> The task
From start to end, write out the following data exactly, apart from its images.

> Material provided

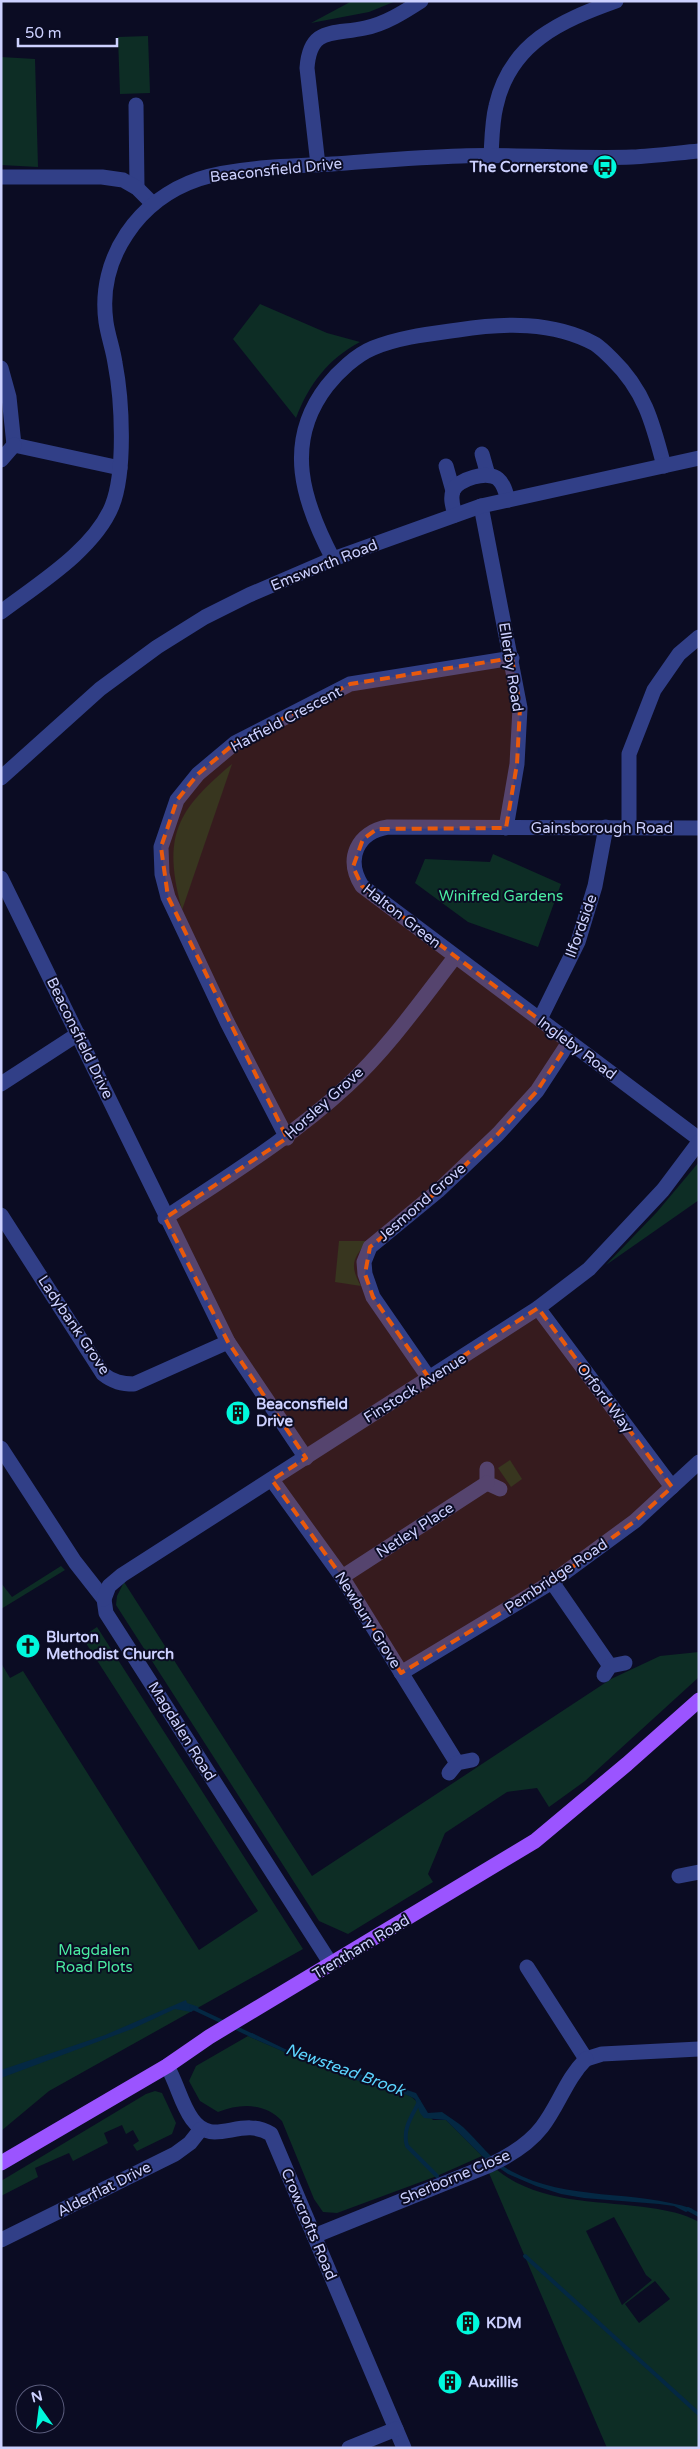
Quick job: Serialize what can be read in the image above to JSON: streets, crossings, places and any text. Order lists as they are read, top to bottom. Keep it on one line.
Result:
{"streets":{"main road":["Trentham Road"],"street":["Beaconsfield Drive","Emsworth Road","Ellerby Road","Hatfield Crescent","Gainsborough Road","Halton Green","Ilfordside","Ingleby Road","Horsley Grove","Jesmond Grove","Ladybank Grove","Finstock Avenue","Orford Way","Netley Place","Pembridge Road","Newbury Grove","Magdalen Road","Sherborne Close","Alderflat Drive","Crowcrofts Road"]},"crossings":[["Beaconsfield Drive","Horsley Grove"],["Beaconsfield Drive","Ladybank Grove"],["Beaconsfield Drive","Finstock Avenue"],["Emsworth Road","Ellerby Road"],["Ellerby Road","Hatfield Crescent"],["Ellerby Road","Gainsborough Road"],["Ellerby Road","Halton Green"],["Hatfield Crescent","Horsley Grove"],["Gainsborough Road","Halton Green"],["Gainsborough Road","Ilfordside"],["Halton Green","Ingleby Road"],["Halton Green","Horsley Grove"],["Ilfordside","Ingleby Road"],["Ingleby Road","Horsley Grove"],["Ingleby Road","Jesmond Grove"],["Ingleby Road","Finstock Avenue"],["Jesmond Grove","Finstock Avenue"],["Finstock Avenue","Orford Way"],["Finstock Avenue","Newbury Grove"],["Finstock Avenue","Magdalen Road"],["Orford Way","Pembridge Road"],["Netley Place","Newbury Grove"],["Pembridge Road","Newbury Grove"],["Magdalen Road","Trentham Road"],["Sherborne Close","Crowcrofts Road"],["Alderflat Drive","Crowcrofts Road"]],"water":["Newstead Brook"],"parks":["Winifred Gardens","Magdalen Road Plots"],"places":{"bus stop":["The Cornerstone"],"building":["Beaconsfield Drive","KDM","Auxillis"],"church":["Blurton Methodist Church"]},"scale_bar":"50 m","north":"top"}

> Result of the task
Quick job: Serialize what can be read in the image above to JSON: streets, crossings, places and any text. Order lists as they are read, top to bottom. Keep it on one line.
Result:
{"streets":{"main road":["Trentham Road"],"street":["Beaconsfield Drive","Emsworth Road","Ellerby Road","Hatfield Crescent","Gainsborough Road","Halton Green","Ilfordside","Ingleby Road","Horsley Grove","Jesmond Grove","Ladybank Grove","Finstock Avenue","Orford Way","Netley Place","Pembridge Road","Newbury Grove","Magdalen Road","Sherborne Close","Alderflat Drive","Crowcrofts Road"]},"crossings":[["Beaconsfield Drive","Horsley Grove"],["Beaconsfield Drive","Ladybank Grove"],["Beaconsfield Drive","Finstock Avenue"],["Emsworth Road","Ellerby Road"],["Ellerby Road","Hatfield Crescent"],["Ellerby Road","Gainsborough Road"],["Ellerby Road","Halton Green"],["Hatfield Crescent","Horsley Grove"],["Gainsborough Road","Halton Green"],["Gainsborough Road","Ilfordside"],["Halton Green","Ingleby Road"],["Halton Green","Horsley Grove"],["Ilfordside","Ingleby Road"],["Ingleby Road","Horsley Grove"],["Ingleby Road","Jesmond Grove"],["Ingleby Road","Finstock Avenue"],["Jesmond Grove","Finstock Avenue"],["Finstock Avenue","Orford Way"],["Finstock Avenue","Newbury Grove"],["Finstock Avenue","Magdalen Road"],["Orford Way","Pembridge Road"],["Netley Place","Newbury Grove"],["Pembridge Road","Newbury Grove"],["Magdalen Road","Trentham Road"],["Sherborne Close","Crowcrofts Road"],["Alderflat Drive","Crowcrofts Road"]],"water":["Newstead Brook"],"parks":["Winifred Gardens","Magdalen Road Plots"],"places":{"bus stop":["The Cornerstone"],"building":["Beaconsfield Drive","KDM","Auxillis"],"church":["Blurton Methodist Church"]},"scale_bar":"50 m","north":"top"}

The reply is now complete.